* Assignment
Leave out any picture and return the remaining listing below exactly as given.
___ Materials provided ___
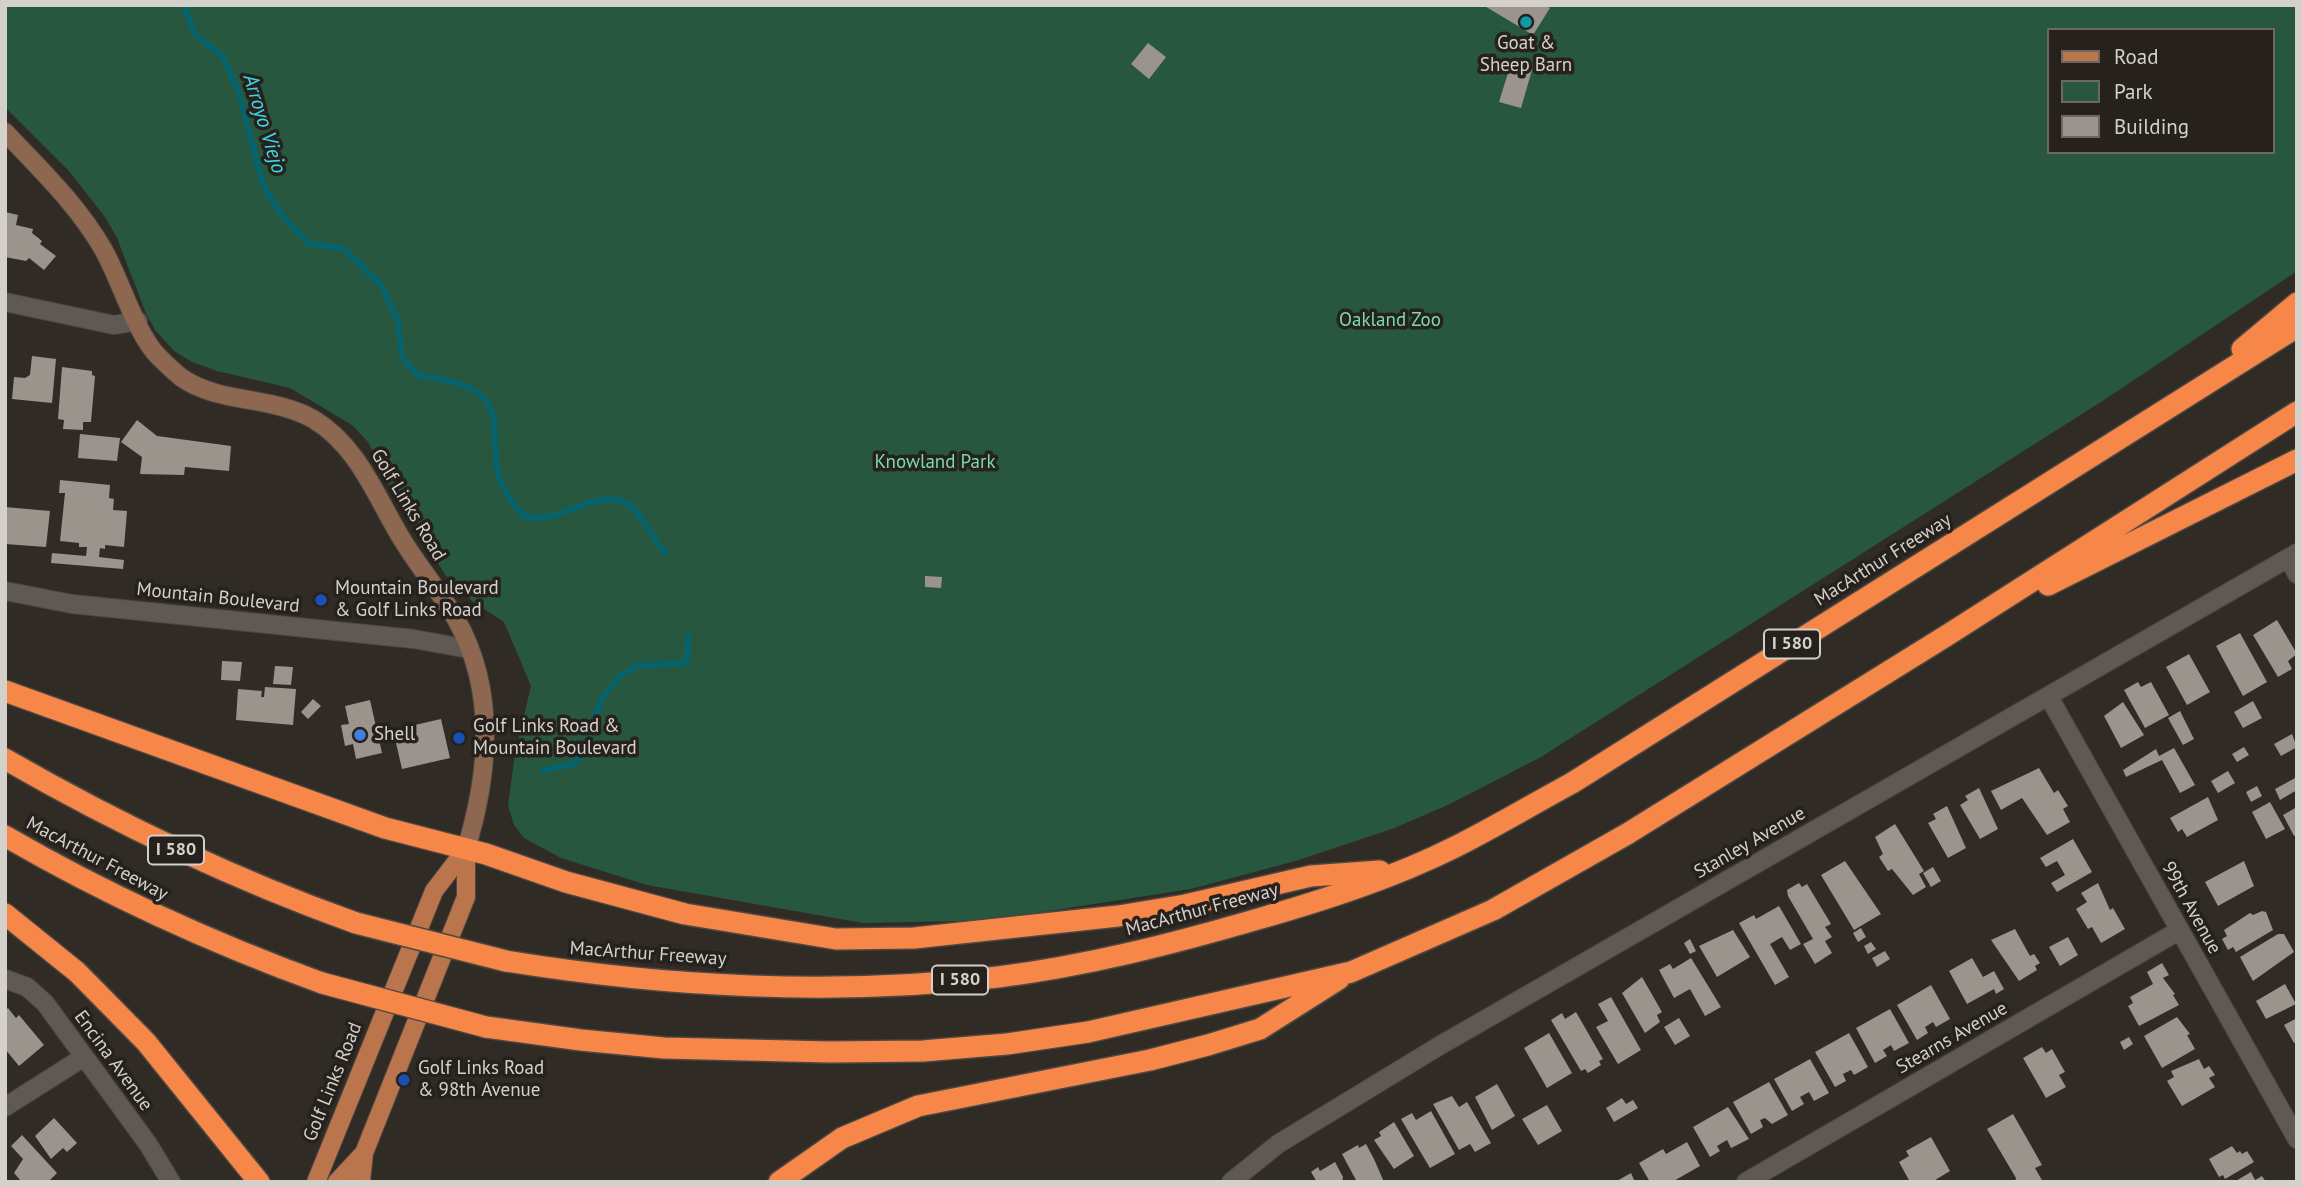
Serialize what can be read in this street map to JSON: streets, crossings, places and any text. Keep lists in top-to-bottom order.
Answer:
{
  "streets": {
    "highway": ["MacArthur Freeway", "I 580"],
    "main road": ["Golf Links Road"],
    "street": [
      "Mountain Boulevard",
      "Stanley Avenue",
      "99th Avenue",
      "Stearns Avenue",
      "Encina Avenue"
    ]
  },
  "crossings": [
    ["Golf Links Road", "Mountain Boulevard"],
    ["Stanley Avenue", "99th Avenue"],
    ["99th Avenue", "Stearns Avenue"]
  ],
  "water": ["Arroyo Viejo"],
  "parks": ["Oakland Zoo", "Knowland Park"],
  "places": [
    "Goat & Sheep Barn",
    "Mountain Boulevard & Golf Links Road",
    "Shell",
    "Golf Links Road & Mountain Boulevard",
    "Golf Links Road & 98th Avenue"
  ],
  "legend": ["Road", "Park", "Building"]
}
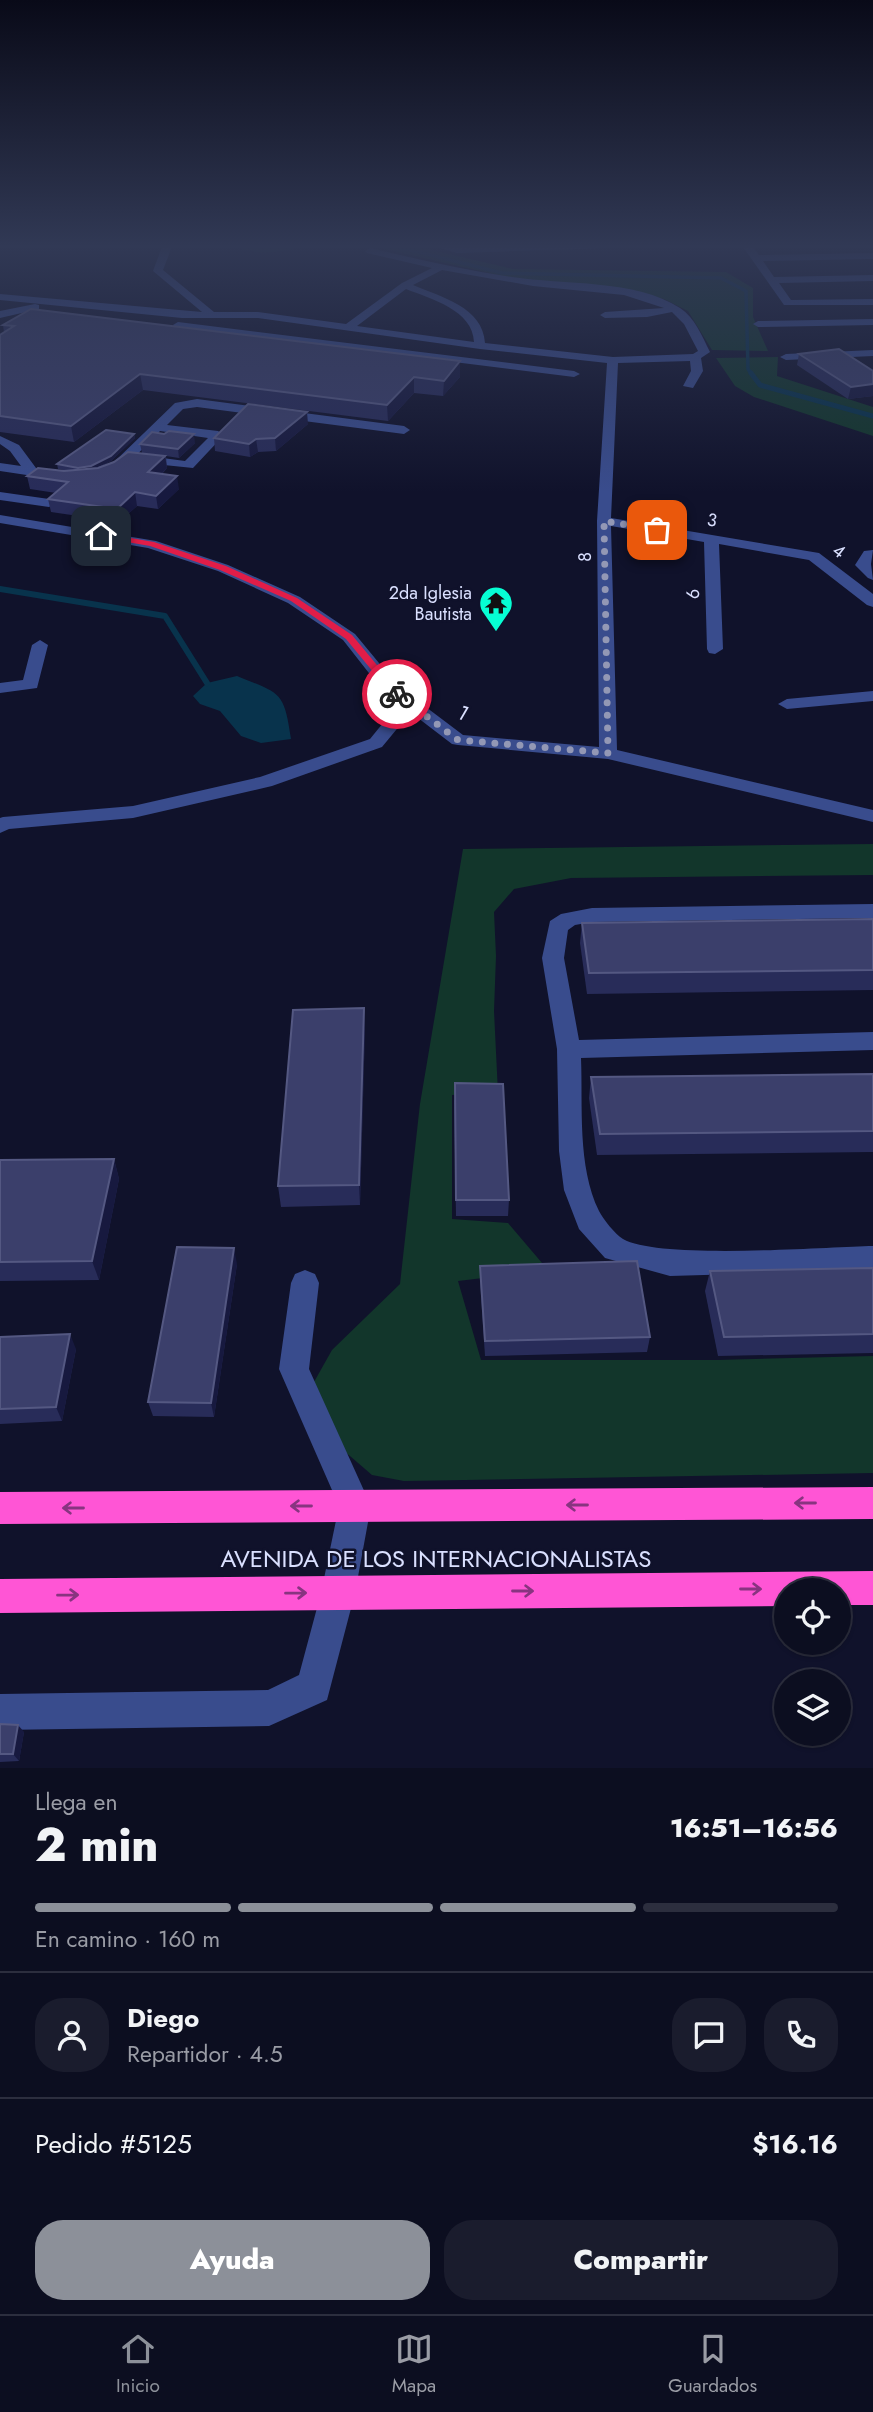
___
* Exercise output
Serialize what can be read in this street map to JSON: streets, crossings, places and any text. Keep lists in top-to-bottom order.
Answer:
{
  "streets": {
    "highway": ["MacArthur Freeway", "I 580"],
    "main road": ["Golf Links Road"],
    "street": [
      "Mountain Boulevard",
      "Stanley Avenue",
      "99th Avenue",
      "Stearns Avenue",
      "Encina Avenue"
    ]
  },
  "crossings": [
    ["Golf Links Road", "Mountain Boulevard"],
    ["Stanley Avenue", "99th Avenue"],
    ["99th Avenue", "Stearns Avenue"]
  ],
  "water": ["Arroyo Viejo"],
  "parks": ["Oakland Zoo", "Knowland Park"],
  "places": [
    "Goat & Sheep Barn",
    "Mountain Boulevard & Golf Links Road",
    "Shell",
    "Golf Links Road & Mountain Boulevard",
    "Golf Links Road & 98th Avenue"
  ],
  "legend": ["Road", "Park", "Building"]
}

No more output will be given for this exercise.